Section 6.03. Other Remedies. If an Event of Default occurs and is continuing, the Trustee may in its discretion proceed to protect and enforce its rights and the rights of the Holders by such appropriate judicial proceedings at law or in equity as the Trustee shall deem most effectual to protect and enforce any such rights, whether for the specific enforcement of any covenant or agreement in this Indenture or in aid of the exercise of any power granted herein, or to enforce any other proper remedy, and may take any necessary action requested of it as Trustee to settle, compromise, adjust or otherwise conclude any proceedings to which it is a party.
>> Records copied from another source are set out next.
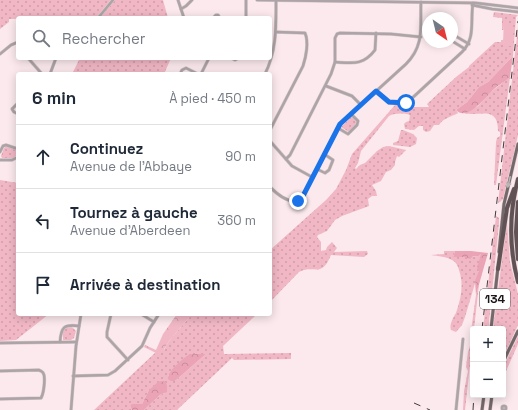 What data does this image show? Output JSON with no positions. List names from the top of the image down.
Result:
{
  "streets": {
    "main road": ["134"]
  },
  "north": "bottom right",
  "page": {
    "search": "Rechercher",
    "heading": ["6 min", "À pied · 450 m"],
    "list": [
      ["Continuez", "Avenue de l'Abbaye", "90 m"],
      ["Tournez à gauche", "Avenue d'Aberdeen", "360 m"],
      "Arrivée à destination"
    ],
    "map_buttons": ["+", "−"]
  }
}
All rights of action and claims under this Indenture or the Notes may be prosecuted and enforced by the Trustee without the possession of any of the Notes or the production thereof in any proceeding relating thereto, and any such proceeding instituted by the Trustee may be brought in its own name and as trustee of an express trust, and any recovery of judgment shall, after provision for the payment of the reasonable compensation, expenses, disbursements and advances of the Trustee, its agents and counsel, be for the ratable benefit of the Holders in respect of which such judgment has been recovered. A delay or omission by the Trustee or any Holder in exercising any right or remedy accruing upon an Event of Default shall not impair the right or remedy or constitute a waiver of or acquiescence in the Event of Default. Any reasonable costs, including reasonable attorneys’ fees and expenses, associated with actions taken by the Trustee under this Section 6.03 shall be reimbursed to the Trustee by the Issuers.

Section 6.04. Waiver of Past Defaults. (a) Except as otherwise provided in this Article Six or Section 9.02, the Holders of a majority in principal amount of the outstanding Notes may, by written notice to the Trustee, waive an existing Default and its consequences. Upon such waiver, the Default will cease to exist, and any Event of Default arising therefrom shall be deemed to have been cured, but no such waiver shall extend to any subsequent or other Default or impair any right consequent thereon.
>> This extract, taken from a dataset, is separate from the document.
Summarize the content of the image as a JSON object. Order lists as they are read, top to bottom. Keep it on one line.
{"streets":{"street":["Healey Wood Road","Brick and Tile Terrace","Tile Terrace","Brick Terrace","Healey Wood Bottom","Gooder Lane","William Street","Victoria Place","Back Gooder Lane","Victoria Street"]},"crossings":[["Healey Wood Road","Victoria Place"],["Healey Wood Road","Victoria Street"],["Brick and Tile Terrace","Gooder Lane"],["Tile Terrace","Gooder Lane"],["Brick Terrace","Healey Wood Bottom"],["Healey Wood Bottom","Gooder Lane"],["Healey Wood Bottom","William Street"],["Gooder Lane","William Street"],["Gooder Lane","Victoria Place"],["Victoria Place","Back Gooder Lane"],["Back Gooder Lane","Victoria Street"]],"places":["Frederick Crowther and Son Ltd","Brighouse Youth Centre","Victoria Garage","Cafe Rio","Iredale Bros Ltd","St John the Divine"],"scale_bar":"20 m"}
(b) The Holders of a majority in principal amount of the outstanding Notes may rescind and annul a declaration of acceleration and its consequences if:

(1) all existing Events of Default, other than the nonpayment of the principal of, premium, if any, and interest on the Notes that have become due solely by the declaration of acceleration, have been cured or waived, and

(2) the rescission would not conflict with any judgment or decree of a court of competent jurisdiction.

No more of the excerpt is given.